Statistics. Except for the RM correlation analysis performed in R using the rmcorr package (74), all statistical analyses were performed in Prism (versions 9.3 to 10.3, GraphPad Software). Normal distribution of biological responses was assessed using Shapiro-Wilk tests and QQ plots. Potential outliers, identified by Tukey’s method, are highlighted for reference but were not excluded from analysis. Differences between 2 groups were assessed by paired 2-tailed t tests, for normally distributed datasets, or Wilcoxon’s matched pairs signed-rank test otherwise. Differences between multiple groups were assessed by RM 1- or 2-way ANOVA with Geisser-Greenhouse correction for sphericity and Holm-Šídák multiple comparisons test for normally distributed data or Friedman’s tests otherwise. When pairwise comparisons were hindered by missing values independent of the experimental design (samples lost during processing or acquisition), comparisons between multiple groups were assessed by a mixed effects, restricted maximum likelihood model with Geisser-Greenhouse and Holm-Šídák corrections. For normalization, baseline in the absence of PGN (NO PGN) was subtracted from paired experimental readouts and the reference positive controls, usually uptake of NHS-opsonized PGN in the absence of receptor neutralization unless otherwise specified. To reduce intragroup variability, readouts were scaled to the paired reference uptake for each donor, and the effects of opsonin depletions and/or receptor neutralizations are depicted as fractional difference after ratiometric normalization to the reference. Consequently, after normalization, significant deviations from 0 (normalized reference value) were assessed by 1-sample 2-tailed t test, for normally distributed datasets or Wilcoxon’s signed-rank test otherwise. In all statistical tests, P values lower than 0.05 were considered significant, and standard significance levels are depicted graphically.
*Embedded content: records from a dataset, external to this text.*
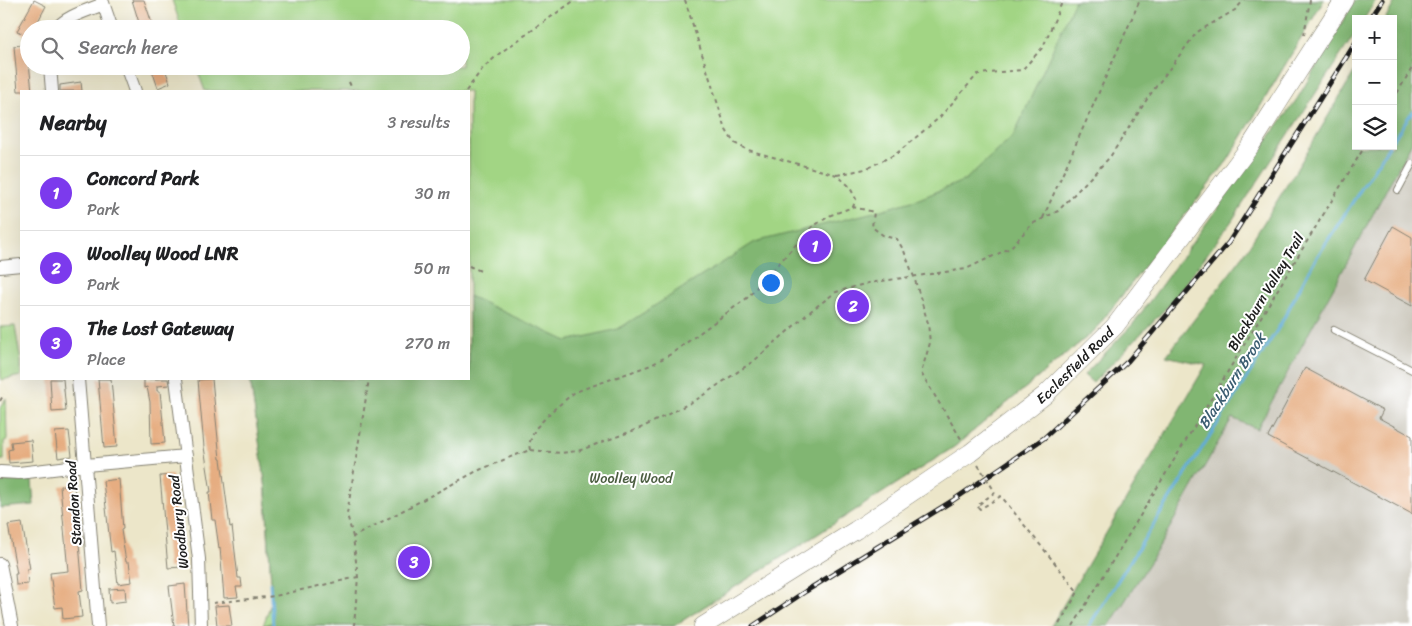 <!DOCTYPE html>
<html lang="en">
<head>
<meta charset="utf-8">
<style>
  body { margin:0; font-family:Sriracha,sans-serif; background:#f2f2f2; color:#202124 }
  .controls { position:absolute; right:15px; top:15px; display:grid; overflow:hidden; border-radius:0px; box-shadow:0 5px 20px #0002 }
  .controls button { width:45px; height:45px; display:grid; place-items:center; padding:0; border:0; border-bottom:1px solid #e0e0e0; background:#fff; color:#202124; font:25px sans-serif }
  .you { position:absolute; left:770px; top:282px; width:18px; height:18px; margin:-12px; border:4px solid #fff; border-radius:50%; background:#1a73e8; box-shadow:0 0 0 8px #1a73e833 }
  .badge { display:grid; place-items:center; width:32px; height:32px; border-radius:50%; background:#7c3aed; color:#fff; font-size:16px; font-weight:700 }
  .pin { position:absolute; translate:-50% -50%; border:2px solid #fff; box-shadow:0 1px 5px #0006 }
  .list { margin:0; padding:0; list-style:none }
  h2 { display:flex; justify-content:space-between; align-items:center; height:65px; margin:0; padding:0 20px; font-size:21px }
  h2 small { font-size:16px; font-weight:400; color:#757577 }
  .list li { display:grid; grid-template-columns:32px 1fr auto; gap:15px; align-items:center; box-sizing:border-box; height:75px; padding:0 20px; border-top:1px solid #e0e0e0 }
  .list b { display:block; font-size:19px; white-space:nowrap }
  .list p { margin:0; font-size:16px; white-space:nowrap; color:#757577 }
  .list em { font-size:16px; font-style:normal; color:#757577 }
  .icon { flex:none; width:28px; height:28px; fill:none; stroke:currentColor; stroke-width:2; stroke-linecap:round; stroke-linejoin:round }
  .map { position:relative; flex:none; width:1412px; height:626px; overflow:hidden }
  .search { position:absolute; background:#fff; box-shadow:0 5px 20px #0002; left:20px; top:20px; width:450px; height:55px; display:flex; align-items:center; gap:12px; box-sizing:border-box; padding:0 18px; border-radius:28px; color:#757577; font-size:19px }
  .panel { position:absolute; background:#fff; box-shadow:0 5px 20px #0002; left:20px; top:90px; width:450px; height:290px; border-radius:0px }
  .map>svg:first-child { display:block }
</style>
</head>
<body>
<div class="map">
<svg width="1412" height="626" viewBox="0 0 1412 626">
  <rect width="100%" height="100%" fill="#fff"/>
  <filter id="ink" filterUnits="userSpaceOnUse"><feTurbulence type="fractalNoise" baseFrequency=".02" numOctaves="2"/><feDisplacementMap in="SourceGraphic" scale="10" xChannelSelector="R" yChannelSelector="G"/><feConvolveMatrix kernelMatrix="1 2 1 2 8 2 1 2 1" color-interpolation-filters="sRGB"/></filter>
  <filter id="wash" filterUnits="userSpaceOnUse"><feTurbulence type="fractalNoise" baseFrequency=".0096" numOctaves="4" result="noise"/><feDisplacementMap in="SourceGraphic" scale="20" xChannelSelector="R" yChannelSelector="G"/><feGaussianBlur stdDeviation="1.12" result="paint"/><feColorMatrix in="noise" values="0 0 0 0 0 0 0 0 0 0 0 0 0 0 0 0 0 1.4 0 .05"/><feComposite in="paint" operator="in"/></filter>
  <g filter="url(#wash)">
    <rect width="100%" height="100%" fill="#ece6c9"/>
    <path fill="#c8c4b8" d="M1412,142V626H1109L1152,559L1232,418L1257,429Z"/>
    <g fill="#a2d584" stroke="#5f7850">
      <path d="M172,0H1324L1228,160L1094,331L954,447L674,626H263L272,600L265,479L250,379H469V91H205L196,66H461V29H182Z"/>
      <path d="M15,326L21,362V376L1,380L0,327Z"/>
      <path d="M6,398L7,440L4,441V460H0V408Z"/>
    </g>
    <g fill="#81b672" stroke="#4e6947">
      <path d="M1075,0H1324L1228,160L1094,331L954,447L674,626H263L273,622L266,489L250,379H469V296L567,341L618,329L755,242L874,212L919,199L965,180L1014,135Z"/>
      <path d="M1355,0H1376L1364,19H1356V32L1231,222L1170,304L1093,383L1084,375L1133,324L1297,99Z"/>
      <path d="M1396,0H1412V142L1257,429L1232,418L1152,559L1109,626H1051L1206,365L1166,356L1243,256L1301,162L1356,69V146H1393V19H1385Z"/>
      <path d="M32,480L34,505L0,508V481Z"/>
    </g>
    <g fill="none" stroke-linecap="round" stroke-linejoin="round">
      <g stroke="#61acd9" stroke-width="3">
        <path d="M1393,140L1412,112"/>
        <path d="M270,583L273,626"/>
        <path d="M1089,626L1279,327L1313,263L1389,146"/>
      </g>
    </g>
    <g id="blocks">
      <g fill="#e6ad81">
        <path d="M34,0L46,6L34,29H29V37L17,31Z"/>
        <path d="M132,0H144L154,29H141Z"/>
        <path d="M27,44L32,91H18L14,46Z"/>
        <path d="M164,66L170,83L158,88L152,70Z"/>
        <path d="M81,82L82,91H60V85Z"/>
        <path d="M1393,226L1412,237V306L1364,280Z"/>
        <path d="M1305,368L1383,410L1379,418L1412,436V514L1268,437Z"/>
        <path d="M50,379H63L66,411L52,412Z"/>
        <path d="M98,379H111L117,447L104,448Z"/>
        <path d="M144,379H168L169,385L157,386V391H160L165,443L151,444L150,402L147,387L144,388Z"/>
        <path d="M212,379L220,459H221L230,527L232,526L238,578H241L242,587H236L238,597L224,598L220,547L219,548L215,520H212L209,492H211L204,447L198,380Z"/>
        <path d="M69,431L72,456L58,458L55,432Z"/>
        <path d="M31,440L33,461L9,463L8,450L12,449L11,442Z"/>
        <path d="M172,475L182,567L168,568L160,476Z"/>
        <path d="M119,479L123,529L121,530L126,562H129L132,582L118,584L114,551L111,552L103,481Z"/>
        <path d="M74,484L83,590L79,591L82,617L63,619L62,607L55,608L50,573L68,571L60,486Z"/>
        <path d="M22,523L30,569H27L28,584L16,585L15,574H17L8,525Z"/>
        <path d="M185,584L188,626H174L169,586Z"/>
        <path d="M125,588L126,601L110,603L109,589Z"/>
        <path d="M229,605L232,626H217L215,606Z"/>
      </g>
    </g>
  </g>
  <g filter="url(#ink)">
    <use href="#blocks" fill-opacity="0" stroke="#848172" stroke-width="1"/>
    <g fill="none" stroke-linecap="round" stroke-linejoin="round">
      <g stroke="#848172" stroke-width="8">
        <g id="service">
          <path d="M1398,190L1412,164"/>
          <path d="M1334,330L1412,370"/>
        </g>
      </g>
      <g stroke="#848172" stroke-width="14">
        <g id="minor">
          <path d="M102,0L112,29"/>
          <path d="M56,29C68,15 87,11 103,4"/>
          <path d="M50,66L52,91"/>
          <path d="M126,66L135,91"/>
          <path d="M0,267L21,265"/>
          <path d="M78,379L98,626"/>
          <path d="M176,379L199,559L201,626"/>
          <path d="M0,472L19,473L86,465L186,456"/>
          <path d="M0,564L12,626"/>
        </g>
      </g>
      <g stroke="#848172" stroke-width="19">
        <g id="secondary">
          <path id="s1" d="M703,626L856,530L970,453L1045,395L1115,326L1251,145L1344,0"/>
        </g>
      </g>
      <g stroke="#848172" stroke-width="2" stroke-dasharray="4 4" stroke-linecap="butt">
        <path d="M685,0L726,130L734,143L748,150L837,175L849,186L856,199L853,207"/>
        <path d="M1304,35L1310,0"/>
        <path d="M349,82L353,91"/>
        <path d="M466,91L483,68L500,53L575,0"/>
        <path d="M1393,100L1412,68"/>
        <path d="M837,175L865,169L896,154L939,118L978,74L1022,70L1043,47L1063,0"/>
        <path d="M1043,218L1140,0"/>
        <path d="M469,266L483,272"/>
        <path d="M0,401L4,394"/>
        <path d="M530,450L529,444L535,429L553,410L575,392L651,365L671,354L747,298L812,227L831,215L853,207L874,212L872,227L884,236L897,239L904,251L914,277L928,323L930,343L921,373L963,442"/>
        <path d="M978,465L982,471"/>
        <path d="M995,492L977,506L980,509L1001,496L1078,592L1058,626"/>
        <path d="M353,537L347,514L369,379"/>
        <path d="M213,603L275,596L358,577"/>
        <path d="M354,626L358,577L353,537L477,471L513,456L530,450L561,453L578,451L643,427L696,400L755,360L812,310L836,292L868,283L966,269L1010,248L1032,224L1058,211L1110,157L1149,96L1197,32L1235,10L1244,0"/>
        <path d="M1073,626L1365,146"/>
      </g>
      <use href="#service" stroke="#fff" stroke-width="6"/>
      <use href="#minor" stroke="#fff" stroke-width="12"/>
      <use href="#secondary" stroke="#fff" stroke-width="18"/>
      <g stroke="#1c1c1c" stroke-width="5">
        <g id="rail">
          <path d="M1370,19L1382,0"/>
          <path d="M753,626L806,591L952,501L1044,438L1128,361L1229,242L1356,42"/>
        </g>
      </g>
      <use href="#rail" stroke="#fff" stroke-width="3" stroke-dasharray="9" stroke-linecap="butt"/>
      <path stroke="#848172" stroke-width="2" stroke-dasharray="4 4" stroke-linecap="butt" d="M982,471L995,492"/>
    </g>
  </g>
  <g text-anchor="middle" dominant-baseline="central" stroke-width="4" stroke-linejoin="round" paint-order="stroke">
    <g font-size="14" fill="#1c1c1c" stroke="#fff">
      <text transform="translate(1266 292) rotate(-59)">Blackburn Valley Trail</text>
      <text stroke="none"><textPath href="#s1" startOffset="455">Ecclesfield Road</textPath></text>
      <text transform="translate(74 503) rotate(-94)">Standon Road</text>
      <text transform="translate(179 522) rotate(-96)">Woodbury Road</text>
    </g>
    <g font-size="14" fill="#4b5d40" stroke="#fff">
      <text x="631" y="478">Woolley Wood</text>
    </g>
    <g font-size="15" font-style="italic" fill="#3b5d71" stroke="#fff">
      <text transform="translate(1232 381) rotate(-57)">Blackburn Brook</text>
    </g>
  </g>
</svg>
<div class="controls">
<button>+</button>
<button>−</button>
<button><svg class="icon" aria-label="layers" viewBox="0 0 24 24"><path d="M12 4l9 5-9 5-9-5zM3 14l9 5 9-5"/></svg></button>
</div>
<div class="you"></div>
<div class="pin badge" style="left:815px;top:246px">1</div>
<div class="pin badge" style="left:853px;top:306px">2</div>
<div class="pin badge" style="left:414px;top:562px">3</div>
<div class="search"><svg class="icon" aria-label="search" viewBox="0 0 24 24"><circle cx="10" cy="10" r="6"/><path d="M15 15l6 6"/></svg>Search here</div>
<section class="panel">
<h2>Nearby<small>3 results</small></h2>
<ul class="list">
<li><span class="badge">1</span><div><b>Concord Park</b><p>Park</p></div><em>30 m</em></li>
<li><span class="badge">2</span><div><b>Woolley Wood LNR</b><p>Park</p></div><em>50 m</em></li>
<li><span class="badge">3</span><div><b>The Lost Gateway</b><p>Place</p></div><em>270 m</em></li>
</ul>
</section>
</div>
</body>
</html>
Study approval. The study was performed in accordance with the Declaration of Helsinki and approved by the IRB at the Oklahoma Medical Research Foundation (protocol number 19-11). Healthy volunteers, both men and women, provided written informed consent before each blood draw.

Data availability. Values for all data points used for visualizations are reported in the Supporting Data Values file.